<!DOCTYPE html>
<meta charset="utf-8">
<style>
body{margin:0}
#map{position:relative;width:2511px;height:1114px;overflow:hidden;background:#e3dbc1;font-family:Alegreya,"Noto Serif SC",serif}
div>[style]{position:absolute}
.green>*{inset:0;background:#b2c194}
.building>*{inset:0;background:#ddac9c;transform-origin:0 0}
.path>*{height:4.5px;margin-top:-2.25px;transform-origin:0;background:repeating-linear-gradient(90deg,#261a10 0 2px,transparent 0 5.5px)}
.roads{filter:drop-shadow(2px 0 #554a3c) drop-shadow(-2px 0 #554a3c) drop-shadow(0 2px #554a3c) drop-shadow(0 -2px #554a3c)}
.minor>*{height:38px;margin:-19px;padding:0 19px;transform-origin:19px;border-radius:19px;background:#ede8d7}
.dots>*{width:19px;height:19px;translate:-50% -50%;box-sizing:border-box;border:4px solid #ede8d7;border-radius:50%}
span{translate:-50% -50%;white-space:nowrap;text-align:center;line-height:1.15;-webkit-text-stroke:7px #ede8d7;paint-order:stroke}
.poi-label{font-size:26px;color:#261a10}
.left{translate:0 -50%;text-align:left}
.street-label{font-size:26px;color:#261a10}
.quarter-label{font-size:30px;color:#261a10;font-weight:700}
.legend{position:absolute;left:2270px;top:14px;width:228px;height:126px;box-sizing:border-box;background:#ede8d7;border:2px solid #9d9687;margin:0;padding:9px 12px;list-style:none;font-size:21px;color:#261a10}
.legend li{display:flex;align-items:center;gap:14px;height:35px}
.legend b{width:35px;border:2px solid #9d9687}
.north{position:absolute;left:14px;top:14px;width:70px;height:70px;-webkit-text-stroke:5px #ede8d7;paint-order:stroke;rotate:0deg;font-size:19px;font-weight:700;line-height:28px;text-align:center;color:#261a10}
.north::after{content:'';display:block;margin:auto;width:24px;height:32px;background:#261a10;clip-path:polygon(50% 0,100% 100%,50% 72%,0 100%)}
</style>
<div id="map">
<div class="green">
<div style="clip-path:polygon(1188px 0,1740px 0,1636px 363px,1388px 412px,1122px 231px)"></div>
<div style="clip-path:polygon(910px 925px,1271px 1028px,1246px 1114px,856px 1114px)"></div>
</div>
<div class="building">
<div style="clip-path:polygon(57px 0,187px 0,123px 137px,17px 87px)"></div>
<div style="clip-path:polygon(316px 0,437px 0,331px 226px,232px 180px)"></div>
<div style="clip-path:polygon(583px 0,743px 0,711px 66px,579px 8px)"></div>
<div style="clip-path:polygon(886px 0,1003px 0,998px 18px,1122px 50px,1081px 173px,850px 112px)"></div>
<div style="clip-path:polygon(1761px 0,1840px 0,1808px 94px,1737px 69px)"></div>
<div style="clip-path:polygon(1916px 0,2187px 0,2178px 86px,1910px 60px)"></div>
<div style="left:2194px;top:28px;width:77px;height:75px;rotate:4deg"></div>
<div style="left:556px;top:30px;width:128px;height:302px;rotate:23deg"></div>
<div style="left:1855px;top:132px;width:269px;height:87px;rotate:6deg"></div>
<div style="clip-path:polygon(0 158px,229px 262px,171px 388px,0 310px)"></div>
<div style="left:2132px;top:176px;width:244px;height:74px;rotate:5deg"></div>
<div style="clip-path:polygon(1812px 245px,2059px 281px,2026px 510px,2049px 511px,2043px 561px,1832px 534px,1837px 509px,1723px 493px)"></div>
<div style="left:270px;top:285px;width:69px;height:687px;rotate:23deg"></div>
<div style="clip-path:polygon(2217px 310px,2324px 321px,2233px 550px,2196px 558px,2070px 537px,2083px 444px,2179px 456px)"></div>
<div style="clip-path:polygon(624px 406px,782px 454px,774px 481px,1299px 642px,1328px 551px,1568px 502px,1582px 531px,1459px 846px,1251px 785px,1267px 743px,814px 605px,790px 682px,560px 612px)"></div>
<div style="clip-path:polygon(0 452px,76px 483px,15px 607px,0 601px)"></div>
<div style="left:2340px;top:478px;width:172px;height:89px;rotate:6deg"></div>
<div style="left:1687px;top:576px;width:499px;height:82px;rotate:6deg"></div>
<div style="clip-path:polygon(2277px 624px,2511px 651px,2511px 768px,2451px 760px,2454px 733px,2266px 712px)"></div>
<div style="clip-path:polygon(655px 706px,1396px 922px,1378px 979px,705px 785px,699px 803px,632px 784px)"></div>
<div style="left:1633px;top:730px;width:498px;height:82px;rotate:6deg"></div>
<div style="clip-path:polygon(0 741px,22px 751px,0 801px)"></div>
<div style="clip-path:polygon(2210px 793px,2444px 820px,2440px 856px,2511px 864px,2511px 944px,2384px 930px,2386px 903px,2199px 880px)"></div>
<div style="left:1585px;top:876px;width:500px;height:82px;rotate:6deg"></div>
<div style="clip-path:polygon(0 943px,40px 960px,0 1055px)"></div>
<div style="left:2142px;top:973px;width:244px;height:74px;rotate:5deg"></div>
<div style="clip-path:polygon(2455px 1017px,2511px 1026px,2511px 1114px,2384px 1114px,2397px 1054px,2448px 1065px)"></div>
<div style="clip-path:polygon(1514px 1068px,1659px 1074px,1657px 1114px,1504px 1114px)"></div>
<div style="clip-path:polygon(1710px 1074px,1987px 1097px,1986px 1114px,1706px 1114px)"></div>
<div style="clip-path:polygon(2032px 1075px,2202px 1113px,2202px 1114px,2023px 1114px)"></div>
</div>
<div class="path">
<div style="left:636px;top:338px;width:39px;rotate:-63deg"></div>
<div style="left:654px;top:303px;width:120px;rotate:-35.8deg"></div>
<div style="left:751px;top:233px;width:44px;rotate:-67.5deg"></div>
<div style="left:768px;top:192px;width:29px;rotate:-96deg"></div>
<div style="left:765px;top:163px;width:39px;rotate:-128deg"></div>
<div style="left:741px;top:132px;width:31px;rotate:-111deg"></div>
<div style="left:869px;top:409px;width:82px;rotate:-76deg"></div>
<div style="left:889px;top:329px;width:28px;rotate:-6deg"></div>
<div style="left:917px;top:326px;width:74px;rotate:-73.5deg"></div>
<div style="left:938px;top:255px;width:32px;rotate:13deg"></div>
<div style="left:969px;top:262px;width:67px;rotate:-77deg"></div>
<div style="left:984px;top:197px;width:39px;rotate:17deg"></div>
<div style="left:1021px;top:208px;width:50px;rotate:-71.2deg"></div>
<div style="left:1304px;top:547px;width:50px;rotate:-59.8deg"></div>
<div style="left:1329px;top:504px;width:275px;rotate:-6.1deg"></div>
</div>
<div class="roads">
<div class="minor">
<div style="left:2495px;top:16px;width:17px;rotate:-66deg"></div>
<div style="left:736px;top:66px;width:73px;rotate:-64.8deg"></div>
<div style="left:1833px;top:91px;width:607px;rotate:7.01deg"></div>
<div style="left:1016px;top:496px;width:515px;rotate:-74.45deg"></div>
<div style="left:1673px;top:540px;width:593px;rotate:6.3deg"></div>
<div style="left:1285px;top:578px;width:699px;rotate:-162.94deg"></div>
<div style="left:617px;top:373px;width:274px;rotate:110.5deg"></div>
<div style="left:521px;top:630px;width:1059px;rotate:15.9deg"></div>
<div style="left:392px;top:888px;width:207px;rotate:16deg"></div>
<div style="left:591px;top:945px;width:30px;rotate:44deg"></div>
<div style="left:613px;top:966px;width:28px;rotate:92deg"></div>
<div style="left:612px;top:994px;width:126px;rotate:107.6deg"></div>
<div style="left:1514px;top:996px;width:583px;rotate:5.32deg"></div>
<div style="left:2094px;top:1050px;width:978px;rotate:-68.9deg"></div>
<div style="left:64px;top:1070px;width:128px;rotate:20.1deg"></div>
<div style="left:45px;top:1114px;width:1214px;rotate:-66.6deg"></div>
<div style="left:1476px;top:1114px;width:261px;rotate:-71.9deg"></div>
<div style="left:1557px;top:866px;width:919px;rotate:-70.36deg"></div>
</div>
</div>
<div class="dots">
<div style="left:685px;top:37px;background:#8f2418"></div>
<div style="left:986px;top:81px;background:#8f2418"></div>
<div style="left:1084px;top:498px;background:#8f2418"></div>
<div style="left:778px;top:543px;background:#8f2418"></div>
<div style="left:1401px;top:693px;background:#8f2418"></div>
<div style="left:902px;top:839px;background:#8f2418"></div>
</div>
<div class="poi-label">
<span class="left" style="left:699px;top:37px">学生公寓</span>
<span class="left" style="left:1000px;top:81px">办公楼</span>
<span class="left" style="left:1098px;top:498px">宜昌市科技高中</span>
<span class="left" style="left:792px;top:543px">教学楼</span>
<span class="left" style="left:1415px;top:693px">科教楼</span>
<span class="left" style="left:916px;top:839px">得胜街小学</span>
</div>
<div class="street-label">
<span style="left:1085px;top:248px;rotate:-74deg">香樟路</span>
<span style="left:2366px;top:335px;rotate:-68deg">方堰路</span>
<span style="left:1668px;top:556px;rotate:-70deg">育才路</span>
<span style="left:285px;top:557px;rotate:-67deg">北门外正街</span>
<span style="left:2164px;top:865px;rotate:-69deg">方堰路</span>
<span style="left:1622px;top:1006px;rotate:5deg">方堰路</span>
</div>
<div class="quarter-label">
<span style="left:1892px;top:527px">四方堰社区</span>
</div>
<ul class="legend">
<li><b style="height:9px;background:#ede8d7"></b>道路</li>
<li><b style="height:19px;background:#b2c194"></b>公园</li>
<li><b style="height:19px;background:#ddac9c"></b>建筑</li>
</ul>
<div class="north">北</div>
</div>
* * *
### Assignment
Beginning with the very first line of the material, please return exactly each line down to and including the one with "0 #554a3c) drop-shadow(-2px".

### Response area
<!DOCTYPE html>
<meta charset="utf-8">
<style>
body{margin:0}
#map{position:relative;width:2511px;height:1114px;overflow:hidden;background:#e3dbc1;font-family:Alegreya,"Noto Serif SC",serif}
div>[style]{position:absolute}
.green>*{inset:0;background:#b2c194}
.building>*{inset:0;background:#ddac9c;transform-origin:0 0}
.path>*{height:4.5px;margin-top:-2.25px;transform-origin:0;background:repeating-linear-gradient(90deg,#261a10 0 2px,transparent 0 5.5px)}
.roads{filter:drop-shadow(2px 0 #554a3c) drop-shadow(-2px 0 #554a3c) drop-shadow(0 2px #554a3c) drop-shadow(0 -2px #554a3c)}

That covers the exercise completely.